Records from a data collection
[Start of Attachment]
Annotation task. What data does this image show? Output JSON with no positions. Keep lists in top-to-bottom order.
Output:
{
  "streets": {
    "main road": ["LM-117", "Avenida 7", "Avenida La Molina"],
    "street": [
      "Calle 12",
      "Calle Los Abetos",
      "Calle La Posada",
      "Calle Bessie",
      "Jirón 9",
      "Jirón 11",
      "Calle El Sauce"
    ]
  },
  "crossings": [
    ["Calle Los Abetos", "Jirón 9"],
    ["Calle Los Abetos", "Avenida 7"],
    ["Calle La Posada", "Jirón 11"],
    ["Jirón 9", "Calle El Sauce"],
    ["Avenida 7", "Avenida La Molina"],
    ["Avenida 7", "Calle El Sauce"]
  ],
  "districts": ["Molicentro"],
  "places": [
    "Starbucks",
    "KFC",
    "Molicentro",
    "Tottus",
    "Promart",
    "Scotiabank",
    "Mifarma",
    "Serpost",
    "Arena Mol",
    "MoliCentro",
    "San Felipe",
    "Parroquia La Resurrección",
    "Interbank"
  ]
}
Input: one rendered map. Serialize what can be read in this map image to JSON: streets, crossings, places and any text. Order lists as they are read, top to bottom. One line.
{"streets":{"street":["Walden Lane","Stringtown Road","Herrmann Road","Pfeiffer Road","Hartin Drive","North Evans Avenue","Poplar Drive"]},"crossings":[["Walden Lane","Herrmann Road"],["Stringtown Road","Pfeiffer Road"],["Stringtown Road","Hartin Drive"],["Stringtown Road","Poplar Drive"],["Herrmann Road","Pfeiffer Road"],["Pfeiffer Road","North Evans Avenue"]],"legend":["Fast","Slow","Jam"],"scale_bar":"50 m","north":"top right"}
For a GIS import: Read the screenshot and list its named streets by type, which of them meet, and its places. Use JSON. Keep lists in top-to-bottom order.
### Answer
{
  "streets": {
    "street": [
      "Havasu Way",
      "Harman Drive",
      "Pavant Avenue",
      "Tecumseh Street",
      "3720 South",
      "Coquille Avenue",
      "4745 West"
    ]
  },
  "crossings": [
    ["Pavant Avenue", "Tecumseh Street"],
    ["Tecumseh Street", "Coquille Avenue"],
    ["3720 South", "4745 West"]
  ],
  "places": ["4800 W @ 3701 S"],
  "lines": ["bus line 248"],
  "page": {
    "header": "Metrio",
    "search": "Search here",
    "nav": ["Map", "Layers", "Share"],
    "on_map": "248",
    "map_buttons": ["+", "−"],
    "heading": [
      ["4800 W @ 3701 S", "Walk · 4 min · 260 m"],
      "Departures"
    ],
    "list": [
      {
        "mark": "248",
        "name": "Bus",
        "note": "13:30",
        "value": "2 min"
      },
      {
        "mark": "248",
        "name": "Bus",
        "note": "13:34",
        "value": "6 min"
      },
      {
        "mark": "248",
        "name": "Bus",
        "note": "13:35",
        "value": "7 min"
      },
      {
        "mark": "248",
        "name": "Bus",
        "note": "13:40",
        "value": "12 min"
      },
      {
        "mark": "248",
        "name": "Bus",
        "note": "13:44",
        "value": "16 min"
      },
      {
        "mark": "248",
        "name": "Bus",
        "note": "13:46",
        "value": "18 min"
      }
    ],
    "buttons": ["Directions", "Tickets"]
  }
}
[End of Attachment]
Exercise details
Across the entries above, tally every line that includes the string "Keep", then state only the count.

Written answer
2